Each line of the records that holds "sans" should be shown in full.

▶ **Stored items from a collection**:

::::::::::

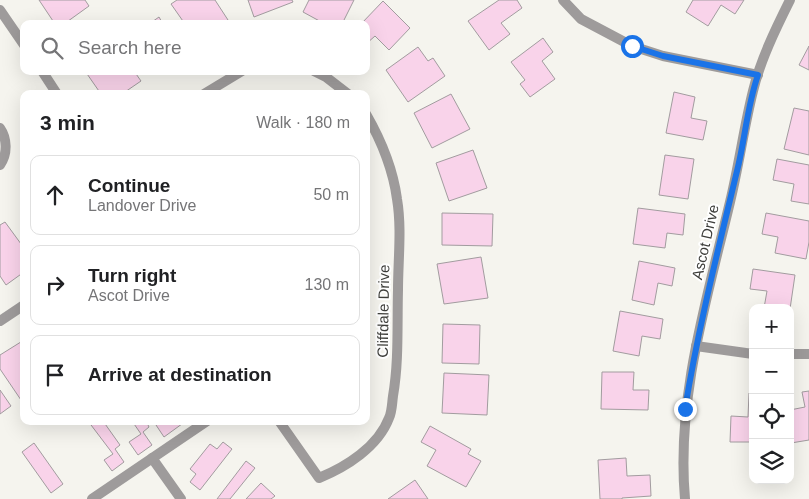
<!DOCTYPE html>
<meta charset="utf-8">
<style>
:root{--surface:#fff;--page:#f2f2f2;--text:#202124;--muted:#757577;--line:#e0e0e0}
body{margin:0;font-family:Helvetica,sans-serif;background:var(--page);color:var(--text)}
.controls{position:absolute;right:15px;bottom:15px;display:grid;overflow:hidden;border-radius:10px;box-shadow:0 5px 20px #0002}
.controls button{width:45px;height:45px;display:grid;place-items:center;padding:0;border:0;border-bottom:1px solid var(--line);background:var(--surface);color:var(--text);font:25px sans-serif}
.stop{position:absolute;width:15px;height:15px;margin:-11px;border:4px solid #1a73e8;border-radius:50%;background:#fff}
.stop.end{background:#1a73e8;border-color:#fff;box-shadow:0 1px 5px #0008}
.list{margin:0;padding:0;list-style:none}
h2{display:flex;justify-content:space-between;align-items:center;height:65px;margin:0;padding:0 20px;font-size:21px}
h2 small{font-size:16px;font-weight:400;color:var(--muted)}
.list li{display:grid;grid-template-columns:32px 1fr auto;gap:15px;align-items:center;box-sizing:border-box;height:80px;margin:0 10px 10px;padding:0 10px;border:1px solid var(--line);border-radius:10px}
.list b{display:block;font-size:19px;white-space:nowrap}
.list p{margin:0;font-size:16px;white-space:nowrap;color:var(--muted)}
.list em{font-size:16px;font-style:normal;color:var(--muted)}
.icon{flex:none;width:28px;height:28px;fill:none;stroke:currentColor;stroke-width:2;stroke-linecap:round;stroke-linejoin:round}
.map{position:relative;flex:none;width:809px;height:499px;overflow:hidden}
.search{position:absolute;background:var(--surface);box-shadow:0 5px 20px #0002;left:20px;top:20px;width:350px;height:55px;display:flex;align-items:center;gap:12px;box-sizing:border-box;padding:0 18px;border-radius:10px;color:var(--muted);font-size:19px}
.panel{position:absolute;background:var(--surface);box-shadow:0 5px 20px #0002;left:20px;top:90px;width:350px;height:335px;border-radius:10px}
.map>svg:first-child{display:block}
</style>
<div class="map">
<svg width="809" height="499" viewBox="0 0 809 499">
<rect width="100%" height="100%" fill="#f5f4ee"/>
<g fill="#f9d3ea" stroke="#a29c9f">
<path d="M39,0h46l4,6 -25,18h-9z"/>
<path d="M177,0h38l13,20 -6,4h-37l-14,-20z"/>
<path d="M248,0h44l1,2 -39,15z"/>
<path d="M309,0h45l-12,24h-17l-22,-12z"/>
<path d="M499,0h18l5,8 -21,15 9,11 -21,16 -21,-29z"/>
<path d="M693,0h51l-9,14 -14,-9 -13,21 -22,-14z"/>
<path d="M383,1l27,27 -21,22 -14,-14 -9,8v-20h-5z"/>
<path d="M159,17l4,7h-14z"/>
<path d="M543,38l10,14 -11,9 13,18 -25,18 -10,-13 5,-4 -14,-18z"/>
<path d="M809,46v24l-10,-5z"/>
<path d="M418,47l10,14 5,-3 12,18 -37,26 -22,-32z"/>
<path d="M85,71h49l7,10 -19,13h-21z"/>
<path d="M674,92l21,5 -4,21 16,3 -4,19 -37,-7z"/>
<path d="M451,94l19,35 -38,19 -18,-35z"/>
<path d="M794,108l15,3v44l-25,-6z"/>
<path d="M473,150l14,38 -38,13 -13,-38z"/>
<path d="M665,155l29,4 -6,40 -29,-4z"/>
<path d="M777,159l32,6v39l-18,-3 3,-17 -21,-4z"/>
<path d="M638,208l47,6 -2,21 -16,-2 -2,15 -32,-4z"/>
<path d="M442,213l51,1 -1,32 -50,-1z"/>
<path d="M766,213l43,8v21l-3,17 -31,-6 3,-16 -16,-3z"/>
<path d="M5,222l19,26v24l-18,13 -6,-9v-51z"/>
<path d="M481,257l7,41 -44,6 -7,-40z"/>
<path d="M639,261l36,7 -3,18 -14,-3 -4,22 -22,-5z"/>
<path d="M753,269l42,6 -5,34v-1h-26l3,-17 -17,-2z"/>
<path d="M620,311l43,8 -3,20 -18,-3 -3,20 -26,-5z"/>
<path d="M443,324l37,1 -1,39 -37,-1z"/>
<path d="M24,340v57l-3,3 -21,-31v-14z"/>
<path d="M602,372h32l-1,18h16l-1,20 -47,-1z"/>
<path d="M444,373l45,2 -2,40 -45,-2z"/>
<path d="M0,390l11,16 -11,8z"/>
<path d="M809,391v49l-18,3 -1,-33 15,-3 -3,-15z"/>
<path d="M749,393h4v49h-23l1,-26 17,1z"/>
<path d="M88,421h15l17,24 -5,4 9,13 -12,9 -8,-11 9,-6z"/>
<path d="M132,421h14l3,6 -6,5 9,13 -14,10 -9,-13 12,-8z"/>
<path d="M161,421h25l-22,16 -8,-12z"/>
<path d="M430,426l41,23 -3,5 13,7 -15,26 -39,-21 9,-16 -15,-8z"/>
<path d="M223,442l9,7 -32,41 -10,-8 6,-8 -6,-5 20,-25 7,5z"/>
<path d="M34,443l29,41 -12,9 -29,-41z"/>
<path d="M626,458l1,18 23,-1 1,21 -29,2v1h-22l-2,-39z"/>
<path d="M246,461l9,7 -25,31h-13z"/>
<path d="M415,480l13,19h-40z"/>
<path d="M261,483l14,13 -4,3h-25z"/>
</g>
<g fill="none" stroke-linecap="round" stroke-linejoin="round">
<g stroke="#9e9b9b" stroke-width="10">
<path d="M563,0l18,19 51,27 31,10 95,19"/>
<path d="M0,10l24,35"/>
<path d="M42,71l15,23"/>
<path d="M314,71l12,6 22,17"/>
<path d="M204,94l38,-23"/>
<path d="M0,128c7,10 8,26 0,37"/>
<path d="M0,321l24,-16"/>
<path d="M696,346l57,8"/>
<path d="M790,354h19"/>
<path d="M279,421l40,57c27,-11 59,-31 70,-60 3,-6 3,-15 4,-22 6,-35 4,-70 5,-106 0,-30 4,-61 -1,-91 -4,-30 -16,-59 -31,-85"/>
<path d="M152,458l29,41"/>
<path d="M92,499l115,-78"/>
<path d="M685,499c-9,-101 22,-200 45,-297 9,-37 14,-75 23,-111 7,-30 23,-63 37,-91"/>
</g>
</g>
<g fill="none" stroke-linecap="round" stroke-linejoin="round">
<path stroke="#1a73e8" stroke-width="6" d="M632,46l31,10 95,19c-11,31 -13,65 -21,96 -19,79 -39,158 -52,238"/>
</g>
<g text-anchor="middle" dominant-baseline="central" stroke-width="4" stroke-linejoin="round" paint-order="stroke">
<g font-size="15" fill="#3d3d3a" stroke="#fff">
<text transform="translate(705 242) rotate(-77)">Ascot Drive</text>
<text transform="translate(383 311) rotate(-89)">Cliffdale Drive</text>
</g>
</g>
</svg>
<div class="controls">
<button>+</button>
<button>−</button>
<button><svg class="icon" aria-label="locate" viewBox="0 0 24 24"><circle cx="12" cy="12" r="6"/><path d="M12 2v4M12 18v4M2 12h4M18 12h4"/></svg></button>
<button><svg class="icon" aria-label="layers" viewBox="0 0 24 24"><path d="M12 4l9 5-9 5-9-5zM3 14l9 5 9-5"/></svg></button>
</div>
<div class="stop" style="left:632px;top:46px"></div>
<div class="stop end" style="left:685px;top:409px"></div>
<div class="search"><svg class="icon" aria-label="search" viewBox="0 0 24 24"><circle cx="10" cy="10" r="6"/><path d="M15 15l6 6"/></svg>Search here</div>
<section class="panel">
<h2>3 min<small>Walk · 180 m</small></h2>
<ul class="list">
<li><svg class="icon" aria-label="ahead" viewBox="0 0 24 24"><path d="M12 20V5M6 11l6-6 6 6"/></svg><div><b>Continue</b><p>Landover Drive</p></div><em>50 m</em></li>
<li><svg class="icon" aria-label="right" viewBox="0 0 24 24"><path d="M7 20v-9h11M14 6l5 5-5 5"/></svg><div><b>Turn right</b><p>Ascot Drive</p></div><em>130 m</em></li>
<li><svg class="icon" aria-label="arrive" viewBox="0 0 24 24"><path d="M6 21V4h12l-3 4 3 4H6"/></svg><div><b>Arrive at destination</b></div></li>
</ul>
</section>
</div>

::::::::::

▶ **Problem solution**:
body{margin:0;font-family:Helvetica,sans-serif;background:var(--page);color:var(--text)}
.controls button{width:45px;height:45px;display:grid;place-items:center;padding:0;border:0;border-bottom:1px solid var(--line);background:var(--surface);color:var(--text);font:25px sans-serif}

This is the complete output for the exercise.